In kids, psoriasis strongly linked to obesity

NORTHWESTERN (US) — Children around the world with psoriasis are about twice as likely to be overweight or obese as children who don’t have the disease, new research shows.

Children in the US who suffer from psoriasis have four times the odds of being overweight or obese as healthy controls. Within this US population, Hispanics and African American children have significantly greater rates of being obese and overweight than whites and Asians.  The odds ratio of being obese are particularly high for US children with more severe psoriasis.

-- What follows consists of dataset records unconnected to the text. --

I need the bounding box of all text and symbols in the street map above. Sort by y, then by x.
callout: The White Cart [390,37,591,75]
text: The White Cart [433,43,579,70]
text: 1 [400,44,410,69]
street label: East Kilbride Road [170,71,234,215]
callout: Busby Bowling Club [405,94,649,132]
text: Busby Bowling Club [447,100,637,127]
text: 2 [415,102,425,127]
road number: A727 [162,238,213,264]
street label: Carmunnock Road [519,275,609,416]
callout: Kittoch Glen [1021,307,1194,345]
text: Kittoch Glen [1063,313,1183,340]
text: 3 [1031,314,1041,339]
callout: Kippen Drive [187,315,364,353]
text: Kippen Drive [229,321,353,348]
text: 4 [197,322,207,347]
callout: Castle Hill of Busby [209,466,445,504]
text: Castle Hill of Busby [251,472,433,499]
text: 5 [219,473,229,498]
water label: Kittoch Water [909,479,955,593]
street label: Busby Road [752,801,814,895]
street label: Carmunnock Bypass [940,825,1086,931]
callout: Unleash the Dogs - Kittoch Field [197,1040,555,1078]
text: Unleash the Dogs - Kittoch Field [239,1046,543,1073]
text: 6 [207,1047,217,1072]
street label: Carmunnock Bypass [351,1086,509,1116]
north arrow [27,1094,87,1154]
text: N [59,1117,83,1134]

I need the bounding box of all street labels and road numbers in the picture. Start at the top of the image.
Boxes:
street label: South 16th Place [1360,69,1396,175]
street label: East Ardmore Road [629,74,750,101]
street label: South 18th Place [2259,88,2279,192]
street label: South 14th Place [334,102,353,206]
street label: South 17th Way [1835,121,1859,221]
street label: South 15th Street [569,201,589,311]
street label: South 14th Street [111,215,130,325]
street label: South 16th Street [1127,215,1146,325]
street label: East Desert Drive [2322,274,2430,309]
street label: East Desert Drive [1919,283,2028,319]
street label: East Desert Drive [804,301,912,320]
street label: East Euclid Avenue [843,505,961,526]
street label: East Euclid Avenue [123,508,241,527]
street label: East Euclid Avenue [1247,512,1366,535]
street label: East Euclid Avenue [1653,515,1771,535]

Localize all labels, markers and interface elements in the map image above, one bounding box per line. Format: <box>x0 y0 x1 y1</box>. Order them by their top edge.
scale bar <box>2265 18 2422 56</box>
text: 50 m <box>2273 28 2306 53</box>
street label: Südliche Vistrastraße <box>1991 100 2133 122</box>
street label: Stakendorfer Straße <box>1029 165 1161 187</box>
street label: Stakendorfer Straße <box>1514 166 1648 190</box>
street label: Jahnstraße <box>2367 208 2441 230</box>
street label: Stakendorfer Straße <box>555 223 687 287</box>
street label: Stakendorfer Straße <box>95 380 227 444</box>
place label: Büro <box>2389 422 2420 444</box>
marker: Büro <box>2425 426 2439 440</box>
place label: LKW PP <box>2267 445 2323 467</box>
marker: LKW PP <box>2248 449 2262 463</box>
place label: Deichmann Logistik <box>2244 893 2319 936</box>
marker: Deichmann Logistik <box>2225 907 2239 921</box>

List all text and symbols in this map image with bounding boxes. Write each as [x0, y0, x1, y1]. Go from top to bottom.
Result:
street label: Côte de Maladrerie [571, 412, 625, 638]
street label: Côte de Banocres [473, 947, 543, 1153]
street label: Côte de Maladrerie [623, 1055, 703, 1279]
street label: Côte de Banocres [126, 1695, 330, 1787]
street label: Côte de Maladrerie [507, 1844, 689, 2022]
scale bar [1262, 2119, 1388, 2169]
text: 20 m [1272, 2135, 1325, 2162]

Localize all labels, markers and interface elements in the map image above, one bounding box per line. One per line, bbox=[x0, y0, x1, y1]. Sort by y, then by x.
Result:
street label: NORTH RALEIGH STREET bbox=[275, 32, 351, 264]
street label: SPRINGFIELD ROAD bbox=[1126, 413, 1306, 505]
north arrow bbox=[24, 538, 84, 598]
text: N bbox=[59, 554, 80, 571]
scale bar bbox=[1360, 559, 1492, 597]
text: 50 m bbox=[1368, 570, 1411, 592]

“There has been increasing attention to the association of psoriasis and metabolic risks in adults, but this study shows that the association of being overweight or obese and having psoriasis may be even higher in affected children than in adults,” says Amy Paller, chair of dermatology at Northwestern University Feinberg School of Medicine and lead author of the study.


“This is incredibly significant,” she says. “It tells us these children are at increased risk of health complications (cardiac risk and insulin resistance) and need to be watched closely and treated.”

Published in the journal Archives of Dermatology, the study included 614 children five to 17 years old from nine countries in the Americas, Europe, and Asia.

Previous studies showing an association between psoriasis and obesity were largely based on registry data, which is less precise and may under-identify cases because of the reliance on diagnosis codes rather than a direct examination and measurements to calculate Body Mass Index.

In the current study, about 30 percent of the affected children had an immediate family member with psoriasis, suggesting a strong genetic component. However, the reported family history of obesity was not higher in children with psoriasis than in control children.

“Perhaps our US environment of eating more calories and getting less exercise along with a strong genetic component for the disease hikes the risk,” Paller says. “There is something in the genetic makeup of these kids that predisposes them to these metabolic issues and positions psoriasis as a metabolic disorder. Psoriasis is driven by many of the same cytokines (proteins) that drive insulin resistance and being overweight.”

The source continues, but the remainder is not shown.